Hong Kong riot police clashed with pro-democracy protesters for a third straight day Monday, as the city's leader warned the global financial hub was nearing a "very dangerous situation" and a rare strike caused transport chaos.
Clouds of tear gas billowed across multiple locations on Monday afternoon as the city buckled under a general strike, which protesters pushed to emphasise they still had broad public support following two months of increasingly violent unrest.
In a rare public appearance since the crisis began, chief executive Carrie Lam warned protesters she would not cave in to their demands.
"(They) have seriously undermined Hong Kong's law and order and are pushing our city, the city that we all love and many of us helped to build, to the verge of a very dangerous situation," Lam said.
She later referenced chants by protesters for a "revolution", describing this as a challenge to the "one country, two systems" framework under which Hong Kong has been ruled since it returned from British to Chinese rule in 1997.
"I dare say they are trying to destroy Hong Kong," said Lam, who was appointed by a pro-Beijing committee.
China's cabinet-level State Council said it planned to hold a press conference on Tuesday.
Lam spoke on a day that saw widespread civil disobedience across the city.
Activists descended on subway stations during morning rush hour, deliberately keeping open doors to stop trains departing and paralysing large parts of a network that millions of people use daily.
In the afternoon they held seven simultaneous rallies, stretching the resources of police who have become lightning rods for public anger.
Tear gas was fired in four separate locations, with the most sustained volleys outside the city's parliament, making Monday's clashes the most geographically spread out so far.
In a briefing that highlighted the longevity of the protests, police said they had fired more than 1,000 rounds of tear gas and 160 rubber bullets since rallies began on 9 June, with 420 people arrested and 139 officers injured so far.
But the protesters remain unbowed.
"Support for the political strike today seems strong and it has been bolstered further by the escalating violence between the police and protesters," political analyst Dixon Wong told AFP.
- Flights cancelled, shops closed -
The strike -- a rare occurrence in a freewheeling finance hub where unions traditionally have little sway -- hit the vital aviation sector.
More than 160 flights at the city's airport, one of the world's busiest, were listed as cancelled on Monday afternoon. Many of the disrupted flights were with Cathay Pacific.
The carrier did not give a reason for the cancellations, but its flight attendants union confirmed some of its members had walked out.
Some key roads were also blocked, causing gridlock.
Many shops across the city were shuttered, including big-name fashion outlets in the central commercial district.

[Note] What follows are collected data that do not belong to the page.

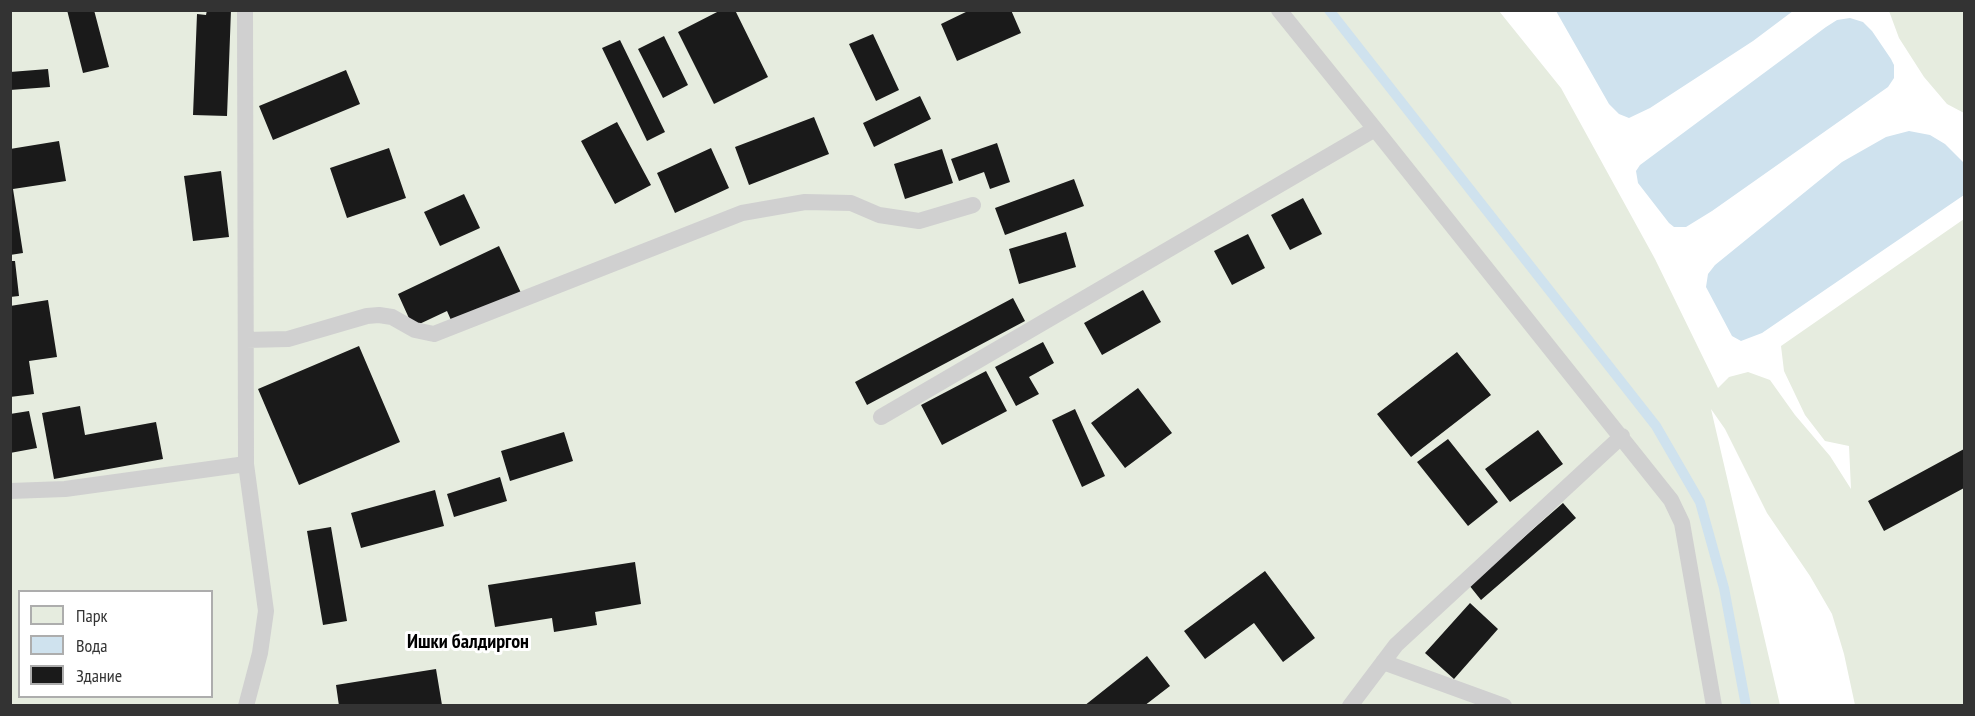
<!DOCTYPE html>
<html>
<head>
<meta charset="utf-8">
<style>
  body { margin:0 }
  #map { position:relative; width:1975px; height:716px; overflow:hidden; background:#fff; font-family:"PT Sans Narrow",sans-serif }
  canvas { display:block }
  .frame { position:absolute; inset:0; border:12px solid #333; pointer-events:none }
  .legend { position:absolute; left:18px; top:590px; width:195px; height:108px; box-sizing:border-box; background:#fff; border:2px solid #adadad; margin:0; padding:8px 10px; list-style:none; font-size:18px; color:#333 }
  .legend li { display:flex; align-items:center; gap:12px; height:30px }
  .legend b { width:30px; border:2px solid #adadad }
</style>
</head>
<body>
<div id="map">
<canvas width="1975" height="716"></canvas>
<div class="frame"></div>
<ul class="legend">
<li><b style="height:16px;background:#e6ecdf"></b>Парк</li>
<li><b style="height:16px;background:#cfe2ee"></b>Вода</li>
<li><b style="height:16px;background:#1a1a1a"></b>Здание</li>
</ul>
</div>
<script>
const ctx = document.querySelector('canvas').getContext('2d');
ctx.lineJoin = 'round';
function fillPath(path, color) {
  ctx.fillStyle = color;
  ctx.fill(path, 'evenodd');
}
function poly(rows) {
  const path = new Path2D();
  for (const r of rows) {
    path.moveTo(r[0], r[1]);
    for (let i = 2; i < r.length; i += 2) path.lineTo(r[i], r[i + 1]);
  }
  return path;
}
function trace(path, color, width, dash) {
  ctx.strokeStyle = color;
  ctx.lineWidth = width;
  ctx.lineCap = dash ? 'butt' : 'round';
  ctx.setLineDash(dash || []);
  ctx.stroke(path);
}
function drawText(font, color, halo, rows, align = 'center') {
  ctx.font = font + ' "PT Sans Narrow",sans-serif';
  ctx.lineWidth = 6;
  ctx.setLineDash([]);
  ctx.textBaseline = 'middle';
  ctx.strokeStyle = halo;
  ctx.fillStyle = color;
  for (const [text, x, y, turn = 0] of rows) {
    ctx.save();
    ctx.translate(x, y);
    ctx.rotate((+turn || 0) * Math.PI / 180);
    ctx.textAlign = isNaN(turn) ? turn : align;
    if (halo) ctx.strokeText(text, 0, 0);
    ctx.fillText(text, 0, 0);
    ctx.restore();
  }
}
const green = poly([
  [10,11,1499,11,1561,88,1655,259,1718,388,1729,377,1748,372,1770,380,1795,415,1830,456,1851,489,1849,446,1825,441,1805,415,1784,371,1781,346,1964,219,1964,705,1855,705,1844,654,1832,614,1810,576,1767,513,1725,429,1711,409,1780,705,11,705],
  [20,592,212,592,212,696,20,696],
  [1889,11,1964,11,1964,113,1947,104,1924,77,1899,38]
]);
const water = poly([
  [1556,11,1793,11,1753,41,1650,108,1629,118,1619,114,1609,104],
  [1850,18,1863,22,1872,31,1891,59,1894,65,1894,78,1888,87,1712,211,1686,227,1674,227,1669,223,1638,183,1636,171,1640,165,1826,27,1837,20],
  [1909,131,1930,135,1945,144,1964,163,1964,195,1762,333,1741,341,1732,336,1706,287,1708,274,1715,265,1842,162,1886,137]
]);
const stream = poly([
  [1329,10,1656,426,1700,502,1724,588,1746,706]
]);
const building = poly([
  [67,10,94,10,109,67,83,73],
  [207,10,231,10,227,116,193,115,197,14,206,15],
  [721,10,735,10,768,77,714,104,678,32],
  [970,10,1011,10,1021,33,957,61,941,24],
  [873,34,899,90,876,101,849,44],
  [664,36,688,85,663,98,638,49],
  [620,40,665,132,647,141,602,48],
  [48,69,50,87,10,90,10,72],
  [346,70,360,104,273,140,259,106],
  [920,96,931,119,874,147,863,123],
  [814,117,829,154,749,185,735,147],
  [617,122,651,185,615,204,581,141],
  [59,141,66,181,13,189,23,253,10,255,10,149],
  [997,143,1010,182,990,189,984,172,959,181,951,159],
  [389,148,406,198,347,218,330,168],
  [711,148,729,188,675,213,657,173],
  [942,149,953,183,905,199,894,164],
  [221,171,229,237,193,241,184,176],
  [1074,179,1084,206,1005,235,995,208],
  [464,194,480,228,440,246,424,212],
  [1303,198,1322,234,1290,250,1271,215],
  [1066,232,1076,267,1019,284,1009,249],
  [1248,234,1265,268,1232,285,1214,251],
  [499,246,522,295,454,327,447,311,413,327,398,294],
  [10,261,15,261,19,296,10,297],
  [1143,290,1161,322,1102,355,1084,323],
  [1013,298,1025,321,867,405,855,382],
  [48,300,57,357,29,361,34,394,10,397,10,306],
  [1043,342,1054,363,1029,377,1039,394,1016,406,995,367],
  [359,346,400,442,299,485,258,389],
  [1457,352,1491,395,1411,457,1377,414],
  [986,371,1007,411,942,445,921,405],
  [1138,388,1172,433,1125,468,1091,423],
  [80,406,85,435,156,422,163,459,54,479,42,413],
  [1075,409,1105,476,1082,487,1052,420],
  [29,411,37,448,10,453,10,414],
  [1538,430,1563,464,1510,502,1485,469],
  [564,432,573,461,510,481,501,451],
  [1448,439,1498,502,1468,526,1417,462],
  [1964,449,1964,488,1884,531,1868,501],
  [500,477,507,501,454,517,447,494],
  [435,490,444,526,361,548,351,513],
  [1563,503,1576,518,1481,600,1469,585],
  [331,527,347,621,323,625,307,531],
  [635,562,641,604,595,612,597,625,554,632,552,618,495,627,488,585],
  [1265,571,1315,638,1283,662,1254,623,1205,659,1184,631],
  [1470,603,1498,629,1454,679,1425,653],
  [1147,656,1170,686,1144,706,1084,706],
  [436,669,442,705,339,706,336,685]
]);
const service = poly([
  [245,10,246,464],
  [1279,10,1375,129],
  [246,340,288,339,367,316,379,315,392,317,415,330,434,334,742,213,805,202,851,203,879,215,919,221,973,205],
  [881,417,1375,129,1671,500,1682,523,1714,706],
  [10,491,65,489,246,464,266,611,260,653,246,706],
  [1383,662,1504,706],
  [1350,706,1396,645,1622,436]
]);
const quarterNames = [
  ["Ишки балдиргон",468,642]
];
fillPath(green, '#e6ecdf');
fillPath(water, '#cfe2ee');
trace(stream, '#cfe2ee', 10);
fillPath(building, '#1a1a1a');
trace(service, '#d0d0d0', 16);
drawText('bold 20px', '#000', '#fff', quarterNames);
</script>
</body>
</html>
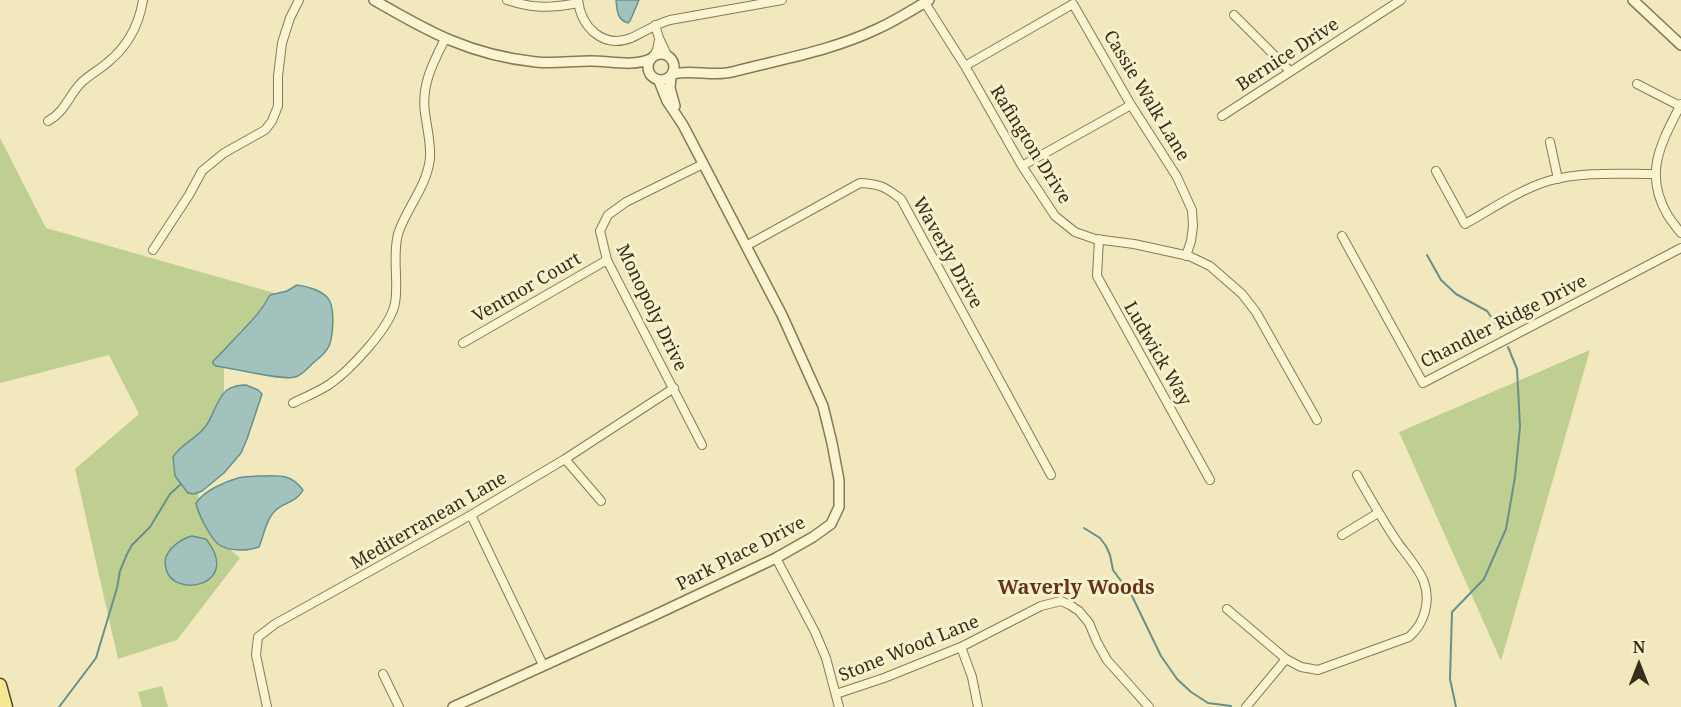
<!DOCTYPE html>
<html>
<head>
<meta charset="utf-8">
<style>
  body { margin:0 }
  #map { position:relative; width:1681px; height:707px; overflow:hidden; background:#f1e9bd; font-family:"Noto Serif",serif }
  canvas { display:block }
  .north { position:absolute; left:1609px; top:635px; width:60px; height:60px; -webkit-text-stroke:4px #f8f1cd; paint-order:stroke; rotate:0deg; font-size:16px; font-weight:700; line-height:24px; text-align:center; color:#382d1b }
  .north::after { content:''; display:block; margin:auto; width:21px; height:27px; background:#382d1b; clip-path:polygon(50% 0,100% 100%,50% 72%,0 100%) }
</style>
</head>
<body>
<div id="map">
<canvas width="1681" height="707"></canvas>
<div class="north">N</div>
</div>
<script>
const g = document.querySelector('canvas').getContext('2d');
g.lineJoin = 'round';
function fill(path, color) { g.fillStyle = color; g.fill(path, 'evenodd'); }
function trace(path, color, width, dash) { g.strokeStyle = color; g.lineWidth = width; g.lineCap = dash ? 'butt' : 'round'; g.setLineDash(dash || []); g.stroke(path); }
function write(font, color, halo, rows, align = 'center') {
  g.font = font + ' "Noto Serif",serif'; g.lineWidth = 6; g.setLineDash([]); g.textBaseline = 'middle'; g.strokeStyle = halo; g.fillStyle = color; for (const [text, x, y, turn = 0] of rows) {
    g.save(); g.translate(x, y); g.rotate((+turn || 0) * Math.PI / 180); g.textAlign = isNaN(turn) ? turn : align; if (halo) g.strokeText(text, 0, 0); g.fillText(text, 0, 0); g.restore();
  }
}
fill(new Path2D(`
  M0,138L46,228L292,298L278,305L241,330L228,347L224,368V397L202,431L198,503L211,532L240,558L177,640L118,659L75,469L139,414L109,355L0,383Z
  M1590,350L1501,661L1399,432Z
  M162,686L168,707H142L138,692Z`), '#bfcf91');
const water = new Path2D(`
  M616,0H639L630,21L628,23C617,20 617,10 616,0Z
  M297,285C306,286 320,290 327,297C336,306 333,336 329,346C326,353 318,359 313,363C308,368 301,376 295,377C282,381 233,368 216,366L213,364V361C223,352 231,342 240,333C253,319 261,312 270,295L287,291Z
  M246,385L258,390L262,394L247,439L241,453L224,473L202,491L194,494L188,493L175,476L173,457C181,444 196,439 205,427C214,416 216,399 227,390C233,386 240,385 246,385Z
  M258,476C279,476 290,473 303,490C297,502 285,502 276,510C266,519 264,535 259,547C248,551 229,552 218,544C210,537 198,514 196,503C204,491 224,482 238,478C245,476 252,477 258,476Z
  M192,536L206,539C243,586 173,599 166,569C165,564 164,559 167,555C171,546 183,538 192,536Z`);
fill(water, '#a1c2bd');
trace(water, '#68908b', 1.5);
trace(new Path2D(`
  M1427,255L1441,280L1456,294L1487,311L1496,324
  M1084,528L1100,538L1106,546L1110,555L1113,570L1132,596L1161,656L1177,679L1191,692L1208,703L1231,706
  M59,707L96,658L117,588L120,571L127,554L132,545L150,527L170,494L181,484
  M1456,707L1450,679L1452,612L1484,579L1506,529L1515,477L1520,427L1517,369L1508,347`), '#68908b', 2);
const minor = new Path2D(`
  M507,0C534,9 551,8 578,3
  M578,0C581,27 603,49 631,38C644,32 656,24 670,20L782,0
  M925,3L965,66L1022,166L1055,216L1075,232L1095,239L1134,244L1189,256L1210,266L1242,294L1256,312L1317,420
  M1234,15L1290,71
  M655,25L659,38L667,55
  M654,56L657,50L659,40
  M965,66L1073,4L1131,105L1177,177L1192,210L1193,226L1191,241L1186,256
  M1637,84L1680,106
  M1681,104C1662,142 1643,172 1667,214C1671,221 1676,227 1681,233
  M1222,116L1401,0
  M48,121C65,112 69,95 81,83C89,75 99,70 107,63C127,47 139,25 143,0
  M1550,142L1558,179
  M1022,166L1131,105
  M1436,171L1465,224C1492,209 1519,190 1548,181C1582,171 1620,174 1655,174
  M1342,236L1423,383L1681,248
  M1099,239L1097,276L1210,480
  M746,246L860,183C881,184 885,187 901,199L1051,475
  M153,250L189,195L202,171L224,153L265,130L272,121L278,106V76L282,43L290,18L299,0
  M463,343L607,260
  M293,403C305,397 318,392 330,384C350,370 391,327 395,303C399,281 392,257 398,234C406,208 427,187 430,158C431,143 427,128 425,113C421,85 433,63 445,39
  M702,445L607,260L600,231L608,215L626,202L703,164
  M565,459L601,501
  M471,515L543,665
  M1342,535L1378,513
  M776,558L815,632L826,658L839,707
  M1227,609L1286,659L1301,667L1318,670L1409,637C1424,624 1431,602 1424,582C1420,570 1406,554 1398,543C1383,521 1370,498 1357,475
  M961,647L972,677L978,707
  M383,674L399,707
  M836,694L884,678L961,647L1041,606L1061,601L1070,605L1079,611L1089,623L1097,642L1107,660L1149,707
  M267,707L256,655L258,637L275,624L471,515L565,459L674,388
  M1246,707L1286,659`);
const tertiary = new Path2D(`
  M374,0C429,32 470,55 536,62C555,64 572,61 591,61C610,61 633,67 650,59
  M1633,0L1681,45
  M648 67a13 13 0 1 1 26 0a13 13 0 1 1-26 0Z
  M673,74C692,69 713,77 732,72C781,59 831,51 877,29C895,21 912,10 929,0
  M671,77L670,88L675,106
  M453,707L655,615L776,558L813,537L831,524L839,507V480L832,443L823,406L782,315L683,125L667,101L659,81`);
const primary = new Path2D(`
  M0,685L6,707`);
trace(minor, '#8a7855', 10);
trace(tertiary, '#8a7855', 12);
trace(primary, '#57452a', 15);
trace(minor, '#fbf4d1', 8);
trace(tertiary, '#fbf4d1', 9);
trace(primary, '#f7e691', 12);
write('18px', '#382d1b', '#f8f1cd', [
  ["Bernice Drive",1288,55,-33],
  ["Cassie Walk Lane",1146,96,59],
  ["Rafington Drive",1030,145,58],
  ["Waverly Drive",947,253,61],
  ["Ventnor Court",527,288,-30],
  ["Monopoly Drive",651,308,64],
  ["Chandler Ridge Drive",1504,322,-27],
  ["Ludwick Way",1157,354,60],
  ["Mediterranean Lane",429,521,-30],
  ["Park Place Drive",741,554,-27],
  ["Stone Wood Lane",909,649,-22]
]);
write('bold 20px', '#673317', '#f8f1cd', [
  ["Waverly Woods",1076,588]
]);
</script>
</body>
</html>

The strike led to some scuffles between angry commuters and protesters at crowded subway stations, with videos circulating across social media highlighting tensions throughout the city.
One video, verified by AFP, showed a car smashing its way through a protester roadblock in the northern town of Yuen Long.
But while some commuters were angered by the disruptions, others said they supported the action.
"As long as the government doesn't respond then for sure the movement will escalate," a civil servant, who gave his surname as Leung, told AFP as he tried to make his way to work.
- China warnings -
The past fortnight has seen a surge in violence from both sides, with police repeatedly firing rubber bullets and tear gas to disperse increasingly hostile projectile-throwing crowds.
A week ago a group of men suspected to be linked to triads -- Hong Kong's notorious gangsters -- also attacked demonstrators, putting 45 people in hospital.
Dozens of protesters have been charged with rioting, which carries a jail term of 10 years.
The protests were triggered by opposition to a planned law that would have allowed extraditions to mainland China, but have evolved into a wider movement for democratic reform and a halt to eroding freedoms.
Under the terms of the 1997 handover deal with Britain, Hong Kong has rights and liberties unseen on the Chinese mainland, including an independent judiciary and freedom of speech.
But many say those rights are being curtailed.
Chinese authorities have in public largely left Hong Kong's government to deal with the crisis, although they have begun to issue their own warnings.
China's military last week described the unrest as "intolerable" and released a propaganda video of a drill in which troops quash a protest.